**TASK PROMPT**
From the entries below, list each line with "played".

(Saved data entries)
▼

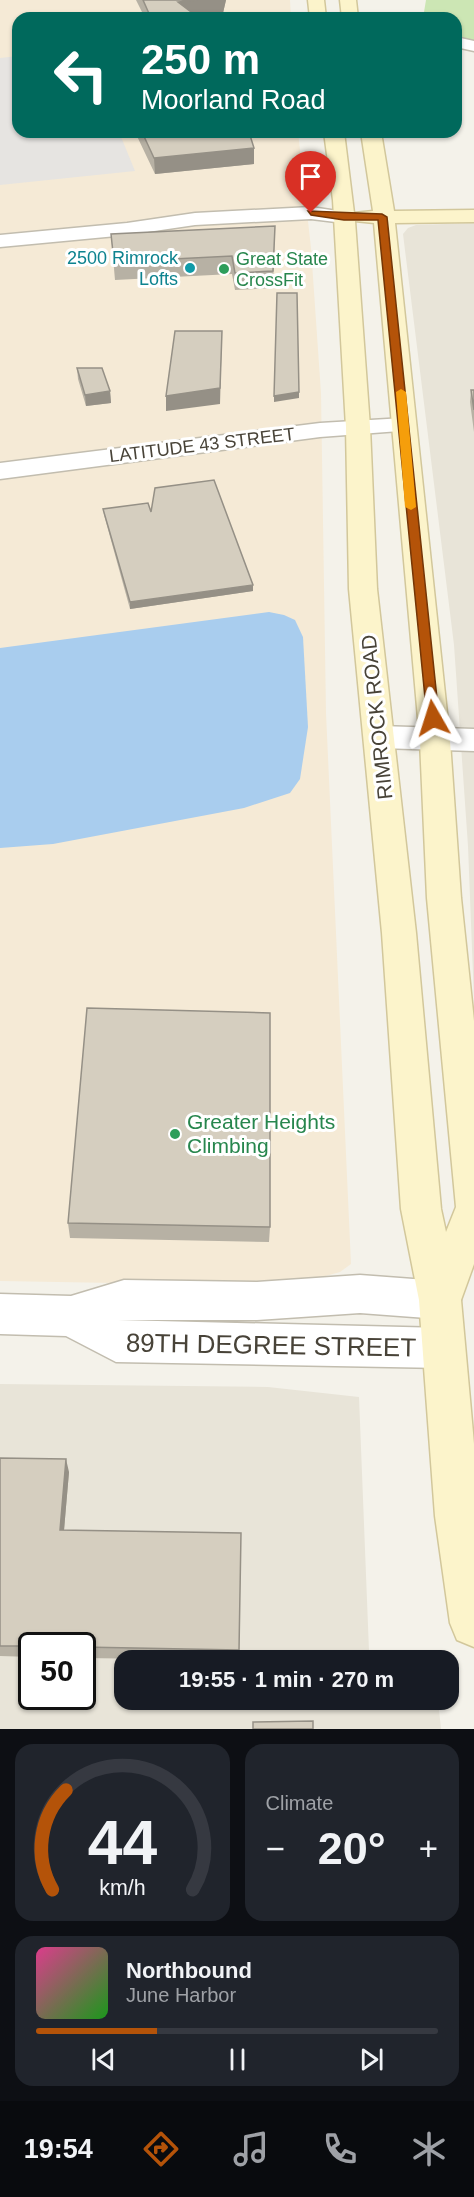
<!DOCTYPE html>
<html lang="en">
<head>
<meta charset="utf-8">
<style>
	body { margin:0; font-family:Arial,sans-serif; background:#20242c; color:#f1f3f6; height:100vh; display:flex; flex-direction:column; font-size:22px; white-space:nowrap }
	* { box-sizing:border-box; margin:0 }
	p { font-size:20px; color:#9ea1a6 }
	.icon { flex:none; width:33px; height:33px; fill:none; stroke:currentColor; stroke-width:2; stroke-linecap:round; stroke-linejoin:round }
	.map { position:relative; height:1729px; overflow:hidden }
	.sheet { display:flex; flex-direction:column; gap:15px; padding:15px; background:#0d0f14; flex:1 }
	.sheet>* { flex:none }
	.guide { position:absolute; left:12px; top:12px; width:450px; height:126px; border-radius:18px; box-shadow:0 2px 4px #0004; background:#00695c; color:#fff; overflow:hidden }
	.speed { position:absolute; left:18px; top:1632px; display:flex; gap:12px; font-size:30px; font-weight:700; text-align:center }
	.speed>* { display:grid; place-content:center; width:78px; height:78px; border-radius:50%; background:#171b24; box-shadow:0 2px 4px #0004; line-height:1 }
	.speed .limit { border:3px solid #111; border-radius:9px; background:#fff; color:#111 }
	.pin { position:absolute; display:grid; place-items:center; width:51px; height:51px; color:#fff; margin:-62px -26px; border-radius:50% 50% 50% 0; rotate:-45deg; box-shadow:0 0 6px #0007 }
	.pin .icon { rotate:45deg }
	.me { position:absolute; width:66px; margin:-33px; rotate:354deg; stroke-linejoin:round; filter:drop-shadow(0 0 4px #0008) }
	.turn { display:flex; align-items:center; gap:21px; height:126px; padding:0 30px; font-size:27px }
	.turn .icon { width:78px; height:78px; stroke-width:2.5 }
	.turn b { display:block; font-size:42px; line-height:51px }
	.big { font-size:45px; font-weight:700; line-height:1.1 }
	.sheet .widget { flex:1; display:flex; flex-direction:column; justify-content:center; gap:9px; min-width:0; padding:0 21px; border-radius:18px; background:#20242c }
	.sheet .dial { align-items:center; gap:0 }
	.dial svg { height:156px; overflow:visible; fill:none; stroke:#363941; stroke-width:7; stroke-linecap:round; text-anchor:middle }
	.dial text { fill:#f1f3f6; stroke:none }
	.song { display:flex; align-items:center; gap:18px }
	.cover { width:72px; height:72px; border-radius:9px; background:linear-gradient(135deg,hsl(330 70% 55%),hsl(120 70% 35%)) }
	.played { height:6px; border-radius:3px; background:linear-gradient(90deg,#b45309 30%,#363941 30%) }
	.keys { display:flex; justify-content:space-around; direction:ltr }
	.heat { display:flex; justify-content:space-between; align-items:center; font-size:33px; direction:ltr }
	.sheet .tiles { flex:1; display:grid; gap:15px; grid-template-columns:1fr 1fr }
	.widget:last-child { grid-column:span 2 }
	.trip { position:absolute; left:114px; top:1650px; width:345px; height:60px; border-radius:18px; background:#171b24; box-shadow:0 2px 4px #0004; font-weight:700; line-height:60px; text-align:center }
	.tabs { display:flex; height:96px; justify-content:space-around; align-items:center; background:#090b0e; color:#9ea1a6 }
	.tabs .icon { width:42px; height:42px }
	.tabs .on { color:#b45309 }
	.tabs b { font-size:27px; color:#f1f3f6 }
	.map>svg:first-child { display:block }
	.residential { fill:#e8e4d8; fill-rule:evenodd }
	.commercial { fill:#f5ead6 }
	.green { fill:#cce6b4 }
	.parking { fill:#e6e4e1 }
	.water { fill:#a9cdee }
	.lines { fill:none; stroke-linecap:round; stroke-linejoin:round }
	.street-casing { stroke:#c2bdaf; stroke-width:3 }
	.secondary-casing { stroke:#d2c79b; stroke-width:3 }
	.street { fill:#fff; fill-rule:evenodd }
	.secondary { fill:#fcf4cb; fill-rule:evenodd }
	.wall { fill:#b7b1a4 }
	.shaded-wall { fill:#959086 }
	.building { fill:#d5cebf; stroke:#959086; stroke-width:1.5 }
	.route { fill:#b45309; stroke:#753606; stroke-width:1.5 }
	.slow { fill:#f59e0b }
	.culture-dot { fill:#0f9aa8; stroke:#fff; stroke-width:2 }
	.leisure-dot { fill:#2e9e5b; stroke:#fff; stroke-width:2 }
	.labels { text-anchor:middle; stroke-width:6; stroke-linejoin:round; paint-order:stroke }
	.far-culture-label { font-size:18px; fill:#0d838f; stroke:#fff; text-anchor:end }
	.far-leisure-label { font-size:18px; fill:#27864d; stroke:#fff; text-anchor:start }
	.far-street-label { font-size:18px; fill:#484338; stroke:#fff }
	.street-label { font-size:21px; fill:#484338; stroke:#fff }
	.leisure-label { font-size:21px; fill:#27864d; stroke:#fff; text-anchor:start }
	.near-street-label { font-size:26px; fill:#484338; stroke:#fff }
</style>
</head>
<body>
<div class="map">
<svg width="474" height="1729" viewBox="0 0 474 1729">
	<rect width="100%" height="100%" fill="#f4f2ea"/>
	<path class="residential" d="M 474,223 L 474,1000 L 468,846 L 454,645 L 403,234 L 408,228 L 416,225 Z
		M 0,1384 L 268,1387 L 359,1397 L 369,1651 L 396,1660 L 124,1660 L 124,1700 L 438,1700 L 441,1729 L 0,1729 ZM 32,1646 L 82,1646 L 82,1696 L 32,1696 Z"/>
	<path class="commercial" d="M 0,0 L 290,0 L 291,18 L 18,18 L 18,132 L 298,132 L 311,248 L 321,393 L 326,713 L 351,1264 L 340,1272 L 322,1277 L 232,1285 L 0,1281 Z"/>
	<path class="green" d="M 426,0 L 474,0 L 474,46 L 456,42 L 456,18 L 423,18 Z"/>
	<path class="parking" d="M 18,56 L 18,132 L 119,132 L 135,171 L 0,185 L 0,58 Z"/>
	<path class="water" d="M 269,612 L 284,615 L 295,620 L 303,637 L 308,727 L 300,779 L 290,793 L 244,808 L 53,844 L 0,848 L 0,648 Z"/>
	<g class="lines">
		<g class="street-casing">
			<path id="street" d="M 456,37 L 474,41 L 474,51 L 456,47 Z
				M 311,207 L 351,213 L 354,217 L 351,221 L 344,223 L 311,219 L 195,225 L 127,235 L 0,247 L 0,235 L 127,223 L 195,213 Z
				M 404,418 L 413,420 L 416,425 L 413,430 L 320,437 L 0,479 L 0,463 L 320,423 Z
				M 380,726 L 474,729 L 474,751 L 380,748 L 369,745 L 365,737 L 369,729 Z
				M 360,1275 L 440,1281 L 455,1286 L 461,1300 L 455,1314 L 440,1319 L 360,1313 L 257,1320 L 118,1320 L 443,1328 L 458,1334 L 464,1348 L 458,1362 L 443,1368 L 116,1362 L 66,1336 L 0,1334 L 0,1294 L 71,1296 L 124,1280 L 257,1282 Z"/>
		</g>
		<g class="secondary-casing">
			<path id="secondary" d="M 308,0 L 324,0 L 326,18 L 310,18 Z
				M 340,0 L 356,0 L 358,18 L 342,18 Z
				M 324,132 L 344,132 L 354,213 L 373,211 L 361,132 L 381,132 L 394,211 L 474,210 L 474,222 L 395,223 L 450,741 L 461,898 L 474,1021 L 474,1264 L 461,1300 L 474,1444 L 474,1647 L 457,1640 L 450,1623 L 435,1516 L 419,1300 L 401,1209 L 382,933 L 349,589 L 346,427 L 333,200 ZM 355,221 L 374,223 L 420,741 L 427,898 L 456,1207 L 446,1232 L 441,1209 L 416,933 L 377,589 L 370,427 Z"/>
		</g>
		<use href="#street" class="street"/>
		<use href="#secondary" class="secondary"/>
	</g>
	<path class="wall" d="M 136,0 L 226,0 L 223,13 L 196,15 L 199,18 L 145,18 Z
		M 135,132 L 249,132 L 254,148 L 254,164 L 155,174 Z
		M 275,226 L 273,288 L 235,290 L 232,274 L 115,280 L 111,234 Z
		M 77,368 L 110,391 L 111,403 L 86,406 L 78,379 Z
		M 471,390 L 474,390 L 474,432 L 470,402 Z
		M 103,509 L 151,512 L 253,585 L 253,591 L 130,609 L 104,515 Z
		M 68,1223 L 270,1227 L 269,1242 L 70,1238 Z
		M 0,1458 L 69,1472 L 64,1530 L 241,1533 L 239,1660 L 82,1658 L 82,1646 L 32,1646 L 32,1657 L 0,1656 Z"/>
	<path class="shaded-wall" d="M 197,0 L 226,0 L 223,13 L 179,17 L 178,2 Z
		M 254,148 L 254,164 L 155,174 L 154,158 Z
		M 222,331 L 220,404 L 166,411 L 166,396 Z
		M 110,391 L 111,403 L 86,406 L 85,395 Z
		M 299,392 L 299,398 L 274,402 L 274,396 Z
		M 253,585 L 253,591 L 130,609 L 130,602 Z
		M 66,1459 L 69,1472 L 63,1542 L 60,1530 Z"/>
	<path class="building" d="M 143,0 L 197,0 L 178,2 L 199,18 L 151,18 Z
		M 142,132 L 249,132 L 254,148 L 154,158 Z
		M 275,226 L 273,271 L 235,273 L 232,256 L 114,262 L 111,234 Z
		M 277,293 L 297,293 L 299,392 L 274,396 Z
		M 175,331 L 222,331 L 220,388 L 166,396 Z
		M 77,368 L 102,368 L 110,391 L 85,395 Z
		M 471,390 L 474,390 L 474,410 Z
		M 214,480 L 253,585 L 130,602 L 103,509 L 148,503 L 151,512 L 155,488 Z
		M 87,1008 L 270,1013 L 270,1227 L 68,1223 Z
		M 0,1458 L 66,1459 L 60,1530 L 241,1533 L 239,1650 L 82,1647 L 82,1646 L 0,1646 Z
		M 313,1721 L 313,1729 L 253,1729 L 253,1722 Z"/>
	<path class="route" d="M 308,211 L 382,214 L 387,217 L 439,718 L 433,722 L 427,718 L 378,220 L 344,220 L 311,215 Z"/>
	<path class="slow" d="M 401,389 L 406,392 L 416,507 L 411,510 L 405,507 L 396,392 Z"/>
	<circle class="culture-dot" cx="190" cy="268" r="6"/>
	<g class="leisure-dot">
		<circle cx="224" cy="269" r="6"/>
		<circle cx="175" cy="1134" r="6"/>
	</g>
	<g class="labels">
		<g class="far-culture-label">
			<text x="178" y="264">2500 Rimrock<tspan x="178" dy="21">Lofts</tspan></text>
		</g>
		<g class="far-leisure-label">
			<text x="236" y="265">Great State<tspan x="236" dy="21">CrossFit</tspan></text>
		</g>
		<g class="far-street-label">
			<text transform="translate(202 445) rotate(-7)" y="6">LATITUDE 43 STREET</text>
		</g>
		<g class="street-label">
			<text transform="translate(377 717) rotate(-96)" y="7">RIMROCK ROAD</text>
		</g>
		<g class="leisure-label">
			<text x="187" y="1129">Greater Heights<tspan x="187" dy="24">Climbing</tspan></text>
		</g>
		<g class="near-street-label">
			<text transform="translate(271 1345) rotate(1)" y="9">89TH DEGREE STREET</text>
		</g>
	</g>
</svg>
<div class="speed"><div class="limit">50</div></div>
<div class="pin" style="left:311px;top:213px;background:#d93025"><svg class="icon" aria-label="arrive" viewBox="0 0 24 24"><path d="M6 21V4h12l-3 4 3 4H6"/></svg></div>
<svg class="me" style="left:433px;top:718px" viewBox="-20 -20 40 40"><path d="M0-17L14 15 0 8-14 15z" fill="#b45309" stroke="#fff" stroke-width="4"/></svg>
<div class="trip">19:55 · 1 min · 270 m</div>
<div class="guide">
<div class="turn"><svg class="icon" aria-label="left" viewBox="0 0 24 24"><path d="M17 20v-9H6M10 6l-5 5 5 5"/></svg><div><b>250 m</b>Moorland Road</div></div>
</div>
</div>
<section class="sheet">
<div class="tiles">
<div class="widget dial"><svg viewBox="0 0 100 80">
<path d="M14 69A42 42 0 1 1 86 69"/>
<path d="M14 69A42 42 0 0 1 21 18" stroke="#b45309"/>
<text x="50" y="56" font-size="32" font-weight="700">44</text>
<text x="50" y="72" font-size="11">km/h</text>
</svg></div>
<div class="widget"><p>Climate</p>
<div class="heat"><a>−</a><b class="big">20°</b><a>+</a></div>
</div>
<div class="widget">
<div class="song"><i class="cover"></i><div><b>Northbound</b><p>June Harbor</p></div></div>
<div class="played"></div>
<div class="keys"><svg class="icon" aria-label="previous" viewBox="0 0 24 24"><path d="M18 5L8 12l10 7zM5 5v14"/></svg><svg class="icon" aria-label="pause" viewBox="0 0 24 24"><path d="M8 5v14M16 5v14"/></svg><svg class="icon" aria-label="next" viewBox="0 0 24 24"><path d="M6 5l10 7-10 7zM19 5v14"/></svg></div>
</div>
</div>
</section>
<nav class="tabs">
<b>19:54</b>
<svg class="icon on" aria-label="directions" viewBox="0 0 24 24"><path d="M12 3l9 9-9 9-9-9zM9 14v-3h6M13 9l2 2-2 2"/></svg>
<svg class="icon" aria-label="music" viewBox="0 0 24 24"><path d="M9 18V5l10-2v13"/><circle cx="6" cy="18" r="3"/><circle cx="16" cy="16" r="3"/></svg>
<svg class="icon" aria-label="phone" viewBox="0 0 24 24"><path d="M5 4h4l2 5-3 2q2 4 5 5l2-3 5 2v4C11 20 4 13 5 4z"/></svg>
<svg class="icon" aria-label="climate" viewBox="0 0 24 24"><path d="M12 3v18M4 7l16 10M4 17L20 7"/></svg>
</nav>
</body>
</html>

▲

**OUTPUT**
	.played { height:6px; border-radius:3px; background:linear-gradient(90deg,#b45309 30%,#363941 30%) }
<div class="played"></div>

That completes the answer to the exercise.